Le Québec perd un de ses bâtisseurs
Yves Martin est mort à l’âge de 91 ans
L’ancien haut fonctionnaire Yves Martin est décédé mardi matin à l’âge de 91 ans, a appris Le Devoir. Proche conseiller de nombreux premiers ministres, cet homme de l’ombre est considéré comme l’un des pères du Québec moderne.
« C’est l’un des bâtisseurs du Québec d’aujourd’hui », a dit l’ancienne ministre Louise Beaudoin lorsque jointe par Le Devoir mardi.
L’influence de cet homme brillant, mais discret s’étire sur quatre décennies de l’histoire du Québec. Formé en sociologie auprès du père Georges-Henri Lévesque à l’Université Laval, Yves Martin a co-fondé en 1960 une publication clé de la Révolution tranquille avec ses collègues Fernand Dumont et Jean-Charles Falardeau : Recherches sociographiques.

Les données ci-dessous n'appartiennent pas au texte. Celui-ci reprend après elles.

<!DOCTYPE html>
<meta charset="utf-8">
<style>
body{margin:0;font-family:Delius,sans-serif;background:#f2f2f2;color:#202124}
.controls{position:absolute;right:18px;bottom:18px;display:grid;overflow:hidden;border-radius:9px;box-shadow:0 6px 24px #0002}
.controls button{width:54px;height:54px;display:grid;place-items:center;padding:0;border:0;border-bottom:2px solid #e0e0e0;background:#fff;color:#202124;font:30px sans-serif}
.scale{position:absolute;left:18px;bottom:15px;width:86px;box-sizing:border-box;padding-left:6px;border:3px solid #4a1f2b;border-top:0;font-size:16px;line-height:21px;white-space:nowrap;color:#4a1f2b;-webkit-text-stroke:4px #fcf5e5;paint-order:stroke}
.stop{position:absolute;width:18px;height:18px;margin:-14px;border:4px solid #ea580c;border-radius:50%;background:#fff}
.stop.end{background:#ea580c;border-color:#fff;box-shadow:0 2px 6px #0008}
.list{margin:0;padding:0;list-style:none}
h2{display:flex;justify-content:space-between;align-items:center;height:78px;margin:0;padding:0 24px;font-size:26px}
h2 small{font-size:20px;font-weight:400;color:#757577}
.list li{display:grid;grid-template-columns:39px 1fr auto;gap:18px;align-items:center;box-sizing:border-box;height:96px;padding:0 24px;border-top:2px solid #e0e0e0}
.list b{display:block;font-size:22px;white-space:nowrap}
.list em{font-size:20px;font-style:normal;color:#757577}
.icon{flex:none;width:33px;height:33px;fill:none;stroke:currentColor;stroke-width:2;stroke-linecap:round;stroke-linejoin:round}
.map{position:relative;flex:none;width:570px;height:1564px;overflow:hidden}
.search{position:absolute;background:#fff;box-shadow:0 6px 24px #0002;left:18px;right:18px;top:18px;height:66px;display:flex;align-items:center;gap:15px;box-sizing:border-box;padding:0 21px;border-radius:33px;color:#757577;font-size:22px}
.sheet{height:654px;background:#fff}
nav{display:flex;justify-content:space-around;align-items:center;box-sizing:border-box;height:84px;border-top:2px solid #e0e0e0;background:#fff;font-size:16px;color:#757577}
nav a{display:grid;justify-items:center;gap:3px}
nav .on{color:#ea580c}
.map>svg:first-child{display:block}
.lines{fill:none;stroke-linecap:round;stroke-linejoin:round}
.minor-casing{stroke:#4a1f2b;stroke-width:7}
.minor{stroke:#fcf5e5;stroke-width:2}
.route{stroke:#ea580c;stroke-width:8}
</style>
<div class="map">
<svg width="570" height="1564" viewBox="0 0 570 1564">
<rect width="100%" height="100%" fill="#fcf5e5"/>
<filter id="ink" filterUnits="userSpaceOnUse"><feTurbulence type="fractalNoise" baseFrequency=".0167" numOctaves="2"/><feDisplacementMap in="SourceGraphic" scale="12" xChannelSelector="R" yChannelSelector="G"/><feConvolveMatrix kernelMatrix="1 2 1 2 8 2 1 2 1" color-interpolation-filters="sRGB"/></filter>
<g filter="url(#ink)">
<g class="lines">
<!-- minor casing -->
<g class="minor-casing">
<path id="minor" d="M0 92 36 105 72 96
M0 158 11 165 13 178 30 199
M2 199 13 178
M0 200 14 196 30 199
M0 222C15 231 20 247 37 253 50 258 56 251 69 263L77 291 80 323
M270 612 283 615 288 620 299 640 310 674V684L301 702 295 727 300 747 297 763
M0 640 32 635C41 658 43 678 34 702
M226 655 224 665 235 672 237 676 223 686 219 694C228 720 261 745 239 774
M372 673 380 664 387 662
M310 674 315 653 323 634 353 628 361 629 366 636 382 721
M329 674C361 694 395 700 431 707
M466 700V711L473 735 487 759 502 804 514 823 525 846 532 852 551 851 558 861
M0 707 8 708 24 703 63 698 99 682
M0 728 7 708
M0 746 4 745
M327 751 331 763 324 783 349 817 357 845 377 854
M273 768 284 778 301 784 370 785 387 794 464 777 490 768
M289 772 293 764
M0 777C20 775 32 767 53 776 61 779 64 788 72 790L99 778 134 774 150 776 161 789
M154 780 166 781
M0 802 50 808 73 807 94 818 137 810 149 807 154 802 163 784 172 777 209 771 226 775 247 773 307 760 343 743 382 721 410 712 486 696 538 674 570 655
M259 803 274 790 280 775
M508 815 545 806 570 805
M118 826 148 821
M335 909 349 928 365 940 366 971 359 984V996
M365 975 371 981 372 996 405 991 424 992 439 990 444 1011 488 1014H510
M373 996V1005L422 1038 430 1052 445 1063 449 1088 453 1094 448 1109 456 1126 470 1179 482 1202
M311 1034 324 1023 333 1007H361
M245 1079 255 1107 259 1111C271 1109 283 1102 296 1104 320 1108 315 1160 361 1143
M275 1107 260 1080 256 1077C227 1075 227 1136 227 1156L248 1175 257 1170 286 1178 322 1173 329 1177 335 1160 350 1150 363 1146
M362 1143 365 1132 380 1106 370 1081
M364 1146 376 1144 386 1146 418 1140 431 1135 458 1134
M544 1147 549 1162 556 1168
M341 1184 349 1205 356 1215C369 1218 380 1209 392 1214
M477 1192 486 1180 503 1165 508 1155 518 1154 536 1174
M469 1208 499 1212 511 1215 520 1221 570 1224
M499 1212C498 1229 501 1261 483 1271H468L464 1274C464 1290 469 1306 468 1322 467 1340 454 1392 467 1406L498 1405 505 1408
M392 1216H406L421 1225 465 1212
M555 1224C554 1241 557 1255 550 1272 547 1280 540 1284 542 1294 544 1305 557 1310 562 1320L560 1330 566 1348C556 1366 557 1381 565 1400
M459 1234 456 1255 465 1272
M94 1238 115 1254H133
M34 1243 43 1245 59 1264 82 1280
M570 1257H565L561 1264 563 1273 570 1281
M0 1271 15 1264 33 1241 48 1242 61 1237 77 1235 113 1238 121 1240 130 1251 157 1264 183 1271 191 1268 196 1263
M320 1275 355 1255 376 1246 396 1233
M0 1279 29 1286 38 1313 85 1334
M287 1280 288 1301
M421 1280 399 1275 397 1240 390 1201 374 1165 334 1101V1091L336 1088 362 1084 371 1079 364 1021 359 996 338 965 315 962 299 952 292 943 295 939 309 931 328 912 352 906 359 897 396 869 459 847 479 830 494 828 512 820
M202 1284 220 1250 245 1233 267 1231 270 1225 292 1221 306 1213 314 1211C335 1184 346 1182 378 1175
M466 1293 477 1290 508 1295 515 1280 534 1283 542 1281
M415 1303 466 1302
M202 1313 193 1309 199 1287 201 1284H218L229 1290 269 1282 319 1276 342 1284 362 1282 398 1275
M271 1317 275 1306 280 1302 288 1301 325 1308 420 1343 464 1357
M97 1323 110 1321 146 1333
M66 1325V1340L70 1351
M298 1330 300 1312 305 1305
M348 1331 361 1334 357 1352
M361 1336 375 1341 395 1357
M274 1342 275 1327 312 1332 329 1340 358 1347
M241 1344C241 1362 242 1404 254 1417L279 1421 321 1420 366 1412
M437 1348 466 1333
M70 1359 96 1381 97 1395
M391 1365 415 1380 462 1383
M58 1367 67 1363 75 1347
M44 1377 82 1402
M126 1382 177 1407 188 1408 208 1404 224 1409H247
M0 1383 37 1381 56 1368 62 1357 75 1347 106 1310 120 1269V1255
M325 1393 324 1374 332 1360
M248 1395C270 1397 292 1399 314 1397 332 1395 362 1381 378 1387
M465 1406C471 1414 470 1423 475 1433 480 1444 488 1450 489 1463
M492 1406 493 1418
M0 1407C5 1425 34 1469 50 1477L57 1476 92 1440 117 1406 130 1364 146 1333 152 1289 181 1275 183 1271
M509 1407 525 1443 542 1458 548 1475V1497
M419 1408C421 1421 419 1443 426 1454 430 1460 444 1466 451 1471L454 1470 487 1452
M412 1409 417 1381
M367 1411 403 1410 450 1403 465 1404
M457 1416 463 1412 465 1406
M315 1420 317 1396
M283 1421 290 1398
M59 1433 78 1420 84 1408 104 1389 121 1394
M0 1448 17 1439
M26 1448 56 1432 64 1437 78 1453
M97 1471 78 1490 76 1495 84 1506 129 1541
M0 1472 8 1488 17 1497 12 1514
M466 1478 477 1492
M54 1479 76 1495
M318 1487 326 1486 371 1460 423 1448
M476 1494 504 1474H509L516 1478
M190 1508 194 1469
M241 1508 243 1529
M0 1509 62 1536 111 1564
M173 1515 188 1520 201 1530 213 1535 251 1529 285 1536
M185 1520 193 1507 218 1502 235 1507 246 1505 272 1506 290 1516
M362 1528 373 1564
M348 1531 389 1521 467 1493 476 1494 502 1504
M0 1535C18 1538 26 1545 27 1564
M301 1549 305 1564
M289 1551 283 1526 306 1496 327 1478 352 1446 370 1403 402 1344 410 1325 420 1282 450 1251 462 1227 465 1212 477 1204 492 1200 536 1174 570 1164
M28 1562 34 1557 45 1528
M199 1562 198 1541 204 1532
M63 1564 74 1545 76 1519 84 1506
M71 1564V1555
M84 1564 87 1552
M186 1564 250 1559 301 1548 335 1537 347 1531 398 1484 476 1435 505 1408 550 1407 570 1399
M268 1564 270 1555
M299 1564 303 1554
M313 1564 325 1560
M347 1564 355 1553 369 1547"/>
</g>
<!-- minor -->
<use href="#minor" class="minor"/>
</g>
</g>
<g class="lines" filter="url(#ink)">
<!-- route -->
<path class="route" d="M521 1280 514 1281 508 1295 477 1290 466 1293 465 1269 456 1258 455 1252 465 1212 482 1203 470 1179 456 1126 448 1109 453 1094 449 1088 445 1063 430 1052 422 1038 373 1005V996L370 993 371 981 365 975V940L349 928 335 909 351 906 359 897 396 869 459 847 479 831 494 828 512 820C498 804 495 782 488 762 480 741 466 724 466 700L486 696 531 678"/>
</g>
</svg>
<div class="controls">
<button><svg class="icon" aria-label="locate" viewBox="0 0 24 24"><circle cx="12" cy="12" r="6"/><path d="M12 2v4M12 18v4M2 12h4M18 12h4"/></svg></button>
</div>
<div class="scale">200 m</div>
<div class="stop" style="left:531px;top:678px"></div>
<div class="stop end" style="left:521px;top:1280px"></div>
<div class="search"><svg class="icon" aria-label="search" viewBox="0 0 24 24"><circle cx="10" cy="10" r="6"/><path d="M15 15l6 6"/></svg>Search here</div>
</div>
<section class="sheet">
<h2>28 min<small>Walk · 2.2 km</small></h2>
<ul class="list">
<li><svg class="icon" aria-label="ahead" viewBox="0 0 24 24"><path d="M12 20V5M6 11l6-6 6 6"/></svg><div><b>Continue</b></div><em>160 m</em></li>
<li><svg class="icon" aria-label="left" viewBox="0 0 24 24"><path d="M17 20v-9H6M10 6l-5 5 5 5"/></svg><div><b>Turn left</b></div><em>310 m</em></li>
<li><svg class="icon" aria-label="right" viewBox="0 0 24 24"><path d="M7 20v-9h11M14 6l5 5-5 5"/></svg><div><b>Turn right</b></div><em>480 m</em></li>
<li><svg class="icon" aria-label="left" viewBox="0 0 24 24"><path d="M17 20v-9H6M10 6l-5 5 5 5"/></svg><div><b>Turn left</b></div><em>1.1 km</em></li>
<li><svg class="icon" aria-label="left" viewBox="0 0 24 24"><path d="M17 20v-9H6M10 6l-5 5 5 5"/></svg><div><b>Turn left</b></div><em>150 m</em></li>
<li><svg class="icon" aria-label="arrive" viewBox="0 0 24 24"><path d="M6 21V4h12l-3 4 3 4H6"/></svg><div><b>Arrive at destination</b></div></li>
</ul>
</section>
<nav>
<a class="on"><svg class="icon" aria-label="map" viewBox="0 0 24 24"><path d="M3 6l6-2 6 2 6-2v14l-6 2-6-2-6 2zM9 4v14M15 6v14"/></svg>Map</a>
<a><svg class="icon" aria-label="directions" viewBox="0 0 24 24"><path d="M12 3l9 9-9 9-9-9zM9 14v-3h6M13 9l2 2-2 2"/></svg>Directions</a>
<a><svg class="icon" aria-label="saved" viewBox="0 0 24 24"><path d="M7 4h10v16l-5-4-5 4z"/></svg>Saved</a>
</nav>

Première revue de recherche empirique sur le Québec, la publication a permis à un grand nombre de chercheurs québécois de diffuser leurs travaux, souligne le sociologue Guy Rocher. « [Yves Martin] était le pilier administratif de la revue. C’est lui qui faisait la révision des textes, qui s’assurait que la publication sorte à temps. […] Les sciences sociales lui doivent beaucoup. »
Après s’être spécialisé en démographie, M. Martin quitte son poste d’enseignement à l’Université Laval au milieu des années 1960 pour devenir fonctionnaire au ministère de l’Éducation. Pendant les travaux de la commission Parent, ses données sur les populations permettent d’estimer les besoins futurs du système d’éducation à construire, raconte Guy Rocher.
Pionnier de la Révolution tranquille
Comme sous-ministres à l’Éducation, lui et son prédécesseur Arthur Tremblay ont ensuite jeté les bases de ce qui allait devenir le réseau des universités du Québec un peu partout en région, ajoute-t-il. « Ils ont appliqué le rapport Parent ».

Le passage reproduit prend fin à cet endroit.